Tourists in our own patch

Occasionally, we find a good reason to take a day off and explore somewhere new.  It doesn’t have to be far away and though we didn’t venture more than an hour and a half from home, we delighted in a bit of discovery.


Actually, Shepton Mallet wasn’t new to us at all.  We’d even been to this complex of buildings previously to visit the Mulberry Outlet here, but since we were last here all kinds of developments have taken place and it was worth a couple of hours on a Sunday morning.


To begin with, we headed for the cafe, to work out what was where.  I knew there were gardens here and I knew there were some shops, but that was it. 


We made a start in the shops, some of which were full of an eclectic mix of bits and pieces, including these plaited rope baskets.  Gorgeous colours, eh?


There were designer clothes outlets, a Paul Smith sale and familiar names like LK Bennett and Orla Kiely, but what caught my eye was a basket of remaindered Daylesford products.  Dishwasher rinse aid, anyone?


We’d no need of anything there and looking at the sun trying to come out, we took a chance and headed for the garden, hoping the downpour wouldn’t happen when we were furthest from shelter.  The gardens at Kilver Court lay beneath the towering pillars of a railway viaduct and the water from the millpond gives a peaceful feel to an otherwise industrial setting.


We followed the pathway around the pond, stopping to take a closer look at the Dovecote, where there were examples of weddings and other events which had taken place there.


Not a bad backdrop, eh?


A little further along I picked up a little treasure.


I loved that shape, vaguely indian in feel, the pattern and the texture!  What a little gem.  I couldn’t resist gathering a handful of them to bring home.

Winking smile

Lovely place.  How glad we were that we’d come.  Oh, and no, I didn’t buy a handbag

Feeling hungry, we decided to head for Bruton, Somerset.  We’d driven through the town on our way back from somewhere last year and I’d earmarked it as somewhere worth exploring further.  I had since read of The Chapel and had it in mind when we were talking about finding a spot of lunch.

Oh.
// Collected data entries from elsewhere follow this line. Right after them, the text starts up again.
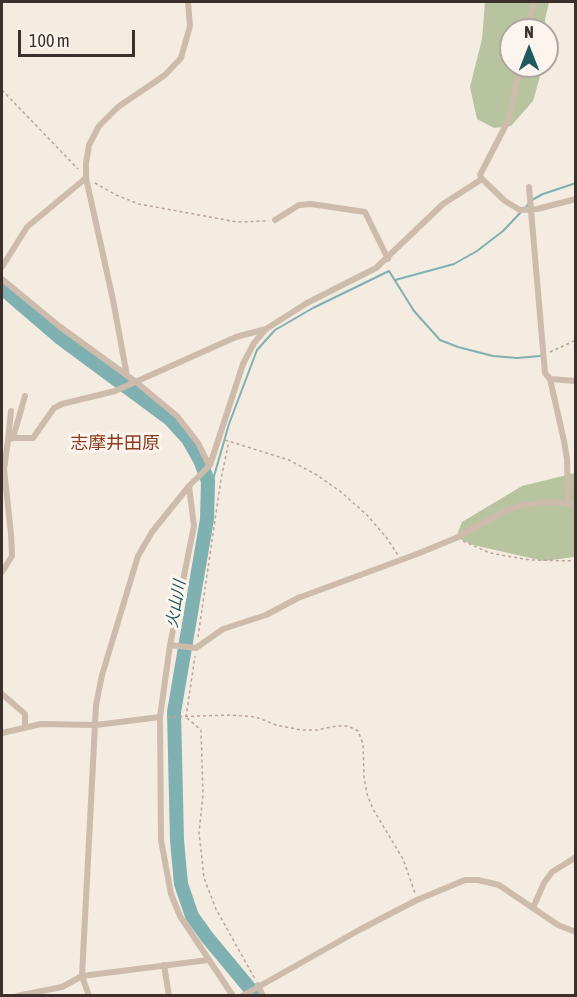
<!DOCTYPE html>
<meta charset="utf-8">
<style>
body{margin:0}
#map{position:relative;width:577px;height:997px;overflow:hidden;background:#f4ebe1;font-family:"Asap Condensed",sans-serif}
canvas{display:block}
.frame{position:absolute;inset:0;border:3px solid #3b302b;pointer-events:none}
.north{position:absolute;left:499px;top:18px;width:60px;height:60px;box-sizing:border-box;background:#fbf5ee;border:2px solid #aea6a0;border-radius:50%;rotate:0deg;font-size:16px;font-weight:700;line-height:24px;text-align:center;color:#3b302b}
.north::after{content:'';display:block;margin:auto;width:21px;height:27px;background:#1f5a5e;clip-path:polygon(50% 0,100% 100%,50% 72%,0 100%)}
.scale{position:absolute;left:18px;top:30px;width:117px;height:27px;box-sizing:border-box;border:3px solid #3b302b;border-top:0;padding-left:8px;font-size:18px;line-height:21px;white-space:nowrap;color:#3b302b;-webkit-text-stroke:4px #fbf5ee;paint-order:stroke}
</style>
<div id="map">
<canvas width="577" height="997"></canvas>
<div class="frame"></div>
<div class="north">N</div>
<div class="scale">100 m</div>
</div>
<script>
const ctx = document.querySelector('canvas').getContext('2d');
ctx.lineJoin = 'round';
function paint(path, color) {
  ctx.fillStyle = color;
  ctx.fill(path, 'evenodd');
}
function toPath(rows) {
  const path = new Path2D();
  for (const r of rows) {
    path.moveTo(r[0], r[1]);
    for (let i = 2; i < r.length; i += 2) path.lineTo(r[i], r[i + 1]);
  }
  return path;
}
function trace(path, color, width, dash) {
  ctx.strokeStyle = color;
  ctx.lineWidth = width;
  ctx.lineCap = dash ? 'butt' : 'round';
  ctx.setLineDash(dash || []);
  ctx.stroke(path);
}
function write(font, color, halo, rows, align = 'center') {
  ctx.font = font + ' "Asap Condensed","Noto Sans JP",sans-serif';
  ctx.lineWidth = 6;
  ctx.setLineDash([]);
  ctx.textBaseline = 'middle';
  ctx.strokeStyle = halo;
  ctx.fillStyle = color;
  for (const [text, x, y, turn = 0] of rows) {
    ctx.save();
    ctx.translate(x, y);
    ctx.rotate((+turn || 0) * Math.PI / 180);
    ctx.textAlign = isNaN(turn) ? turn : align;
    if (halo) ctx.strokeText(text, 0, 0);
    ctx.fillText(text, 0, 0);
    ctx.restore();
  }
}
const green = toPath([
 [485,2,549,2,545,20,546,30,511,30,511,66,543,66,533,101,511,126,494,128,477,119,470,87,482,39],
 [575,473,574,557,544,561,473,545,460,539,458,532,462,522,522,486]
]);
const stream = toPath([
 [525,208,532,200,543,194,576,183],
 [395,280,454,264,477,251,503,231,521,212],
 [208,497,229,424,257,350,275,330,313,308,389,271,414,311,440,340,458,347,493,356,517,358,540,356]
]);
const river = toPath([
 [2,288,59,337,170,419,188,439,200,460,208,481,207,519,174,712,177,840,181,884,192,916,207,937,256,996]
]);
const path = toPath([
 [2,90,78,169],
 [95,183,116,195,139,204,237,222,267,221],
 [550,352,576,340],
 [225,440,289,460,317,475,341,492,367,515,386,537,398,555],
 [463,541,490,553,530,560,576,561],
 [198,637,221,479,229,441],
 [167,717,231,715,256,717,276,725,301,730,317,730,336,726,348,726,358,731,363,744,364,777,367,794,373,809,403,859,415,893],
 [186,717,195,656],
 [187,718,201,730,203,795,199,832,204,878,216,909,255,979]
]);
const minor = toPath([
 [527,30,534,2],
 [482,179,480,175,509,119,520,66],
 [482,179,505,201,520,210,537,209,576,199],
 [529,187,545,373,550,379,564,441,567,459,568,504],
 [275,220,299,205,311,204,365,212,388,259],
 [2,267,27,227,86,178],
 [2,279,59,326,136,382,177,416,198,443,209,465],
 [127,376,113,300,86,178,86,163,89,145,99,126,118,107,165,75,181,58,190,26,188,2],
 [550,379,576,381],
 [13,438,25,396],
 [8,440,11,411],
 [189,486,194,526,170,645,160,717,161,840,171,894,180,916,233,996],
 [2,572,12,556,11,534,4,469,8,440,13,438,33,438,54,408,62,404,115,391,236,337,266,329,307,303,376,268,443,204,482,179],
 [170,645,196,648,223,629,266,615,298,598,417,554,456,538,505,511,521,505,551,502,576,505],
 [2,694,25,714,25,727],
 [2,733,41,724,96,725,160,717],
 [533,908,544,883,552,872,576,857],
 [164,965,169,996],
 [258,985,263,996],
 [17,996,62,987,82,976,208,960],
 [89,996,82,976,96,705,102,675,138,556,152,532,189,486,210,465,243,364,254,343,266,329],
 [242,996,361,929,417,900,465,880,478,880,499,885,558,925,576,932]
]);
const waterNames = [
 ["火山川",176,604,-80]
];
const quarterNames = [
 ["志摩井田原",115,443]
];
paint(green, '#b8c4a0');
trace(stream, '#7fb0b2', 2);
trace(river, '#7fb0b2', 14);
trace(path, '#b9a596', 1.5, [3, 3]);
trace(minor, '#cdbbac', 6);
write('italic 16px', '#1f5a5e', '#fbf5ee', waterNames);
write('18px', '#8c3b22', '#fbf5ee', quarterNames);
</script>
My. Goodness.

All I can say is that it’s a good job it’s not closer to home or we could have a serious problem there.  Delightful people, great food and oh so stylish, too.


As we returned to our car, parked on the bridge over the river Brue, we spotted the sign to Hauser and Wirth, the “other” thing I’d remembered about Bruton (though I knew nothing more than the fact it’s an art gallery).


It being Sunday afternoon, it was ever so slightly busy.  Who knew there were so many art fans in this part of the world?  (The Telegraph did it seems)


Sadly, no photographs allowed of the exhibition: Jenny Holzer’s Softer Targets, though I might not have taken many anyway as I found it somewhat disturbing.  Where I would have taken oodles of photographs was the Oudolf Field, but excepting these amazing Michaelmas Daisies, I took none, unsure of where the “gallery” ended and the “garden” began.

Please, follow that link to the website and see why I was totally captivated by the planting.  I’m not a gardener – neither of us are really – but we know what we like!  If I listed a few places where I’ve stood and admired, it would certainly include the Lurie garden by Grant Park in Chicago, the Highline in New York and this one….and guess what?  They are all designed by Piet Oudolf!  How satisfying is that?  Clearly, I am (we are) consistent in our taste for such planting and maybe, just maybe, it’s something to consider for our own patch?

(good grief, I can’t believe I’m even thinking about gardening!!)


Well, before we got too excited, we decided to head for the main goal of the day; to The Pig near Bath, where Mary, Diana and a group of American travelling companions were arriving shortly.  We’d arranged to join them all for dinner and so settled ourselves in the drawing room with a couple of pots of tea and the Sunday papers.


Dinner, in the private dining room was spectacular!  Not only had the staff realised that this group were focused on books and fiction and strewn the table with appropriately interesting titles, they had lit the room by candlelight and created such a lovely, comforting atmosphere none of us wanted to leave.


Not only that, but in celebration of Rosh Hashanah small platters of apples and honey were shared.  (And yes, of course, the location of this small celebration didn’t go unnoticed and caused some amusement!)


But who couldn’t love such delicious food, so beautifully served in such glorious surroundings?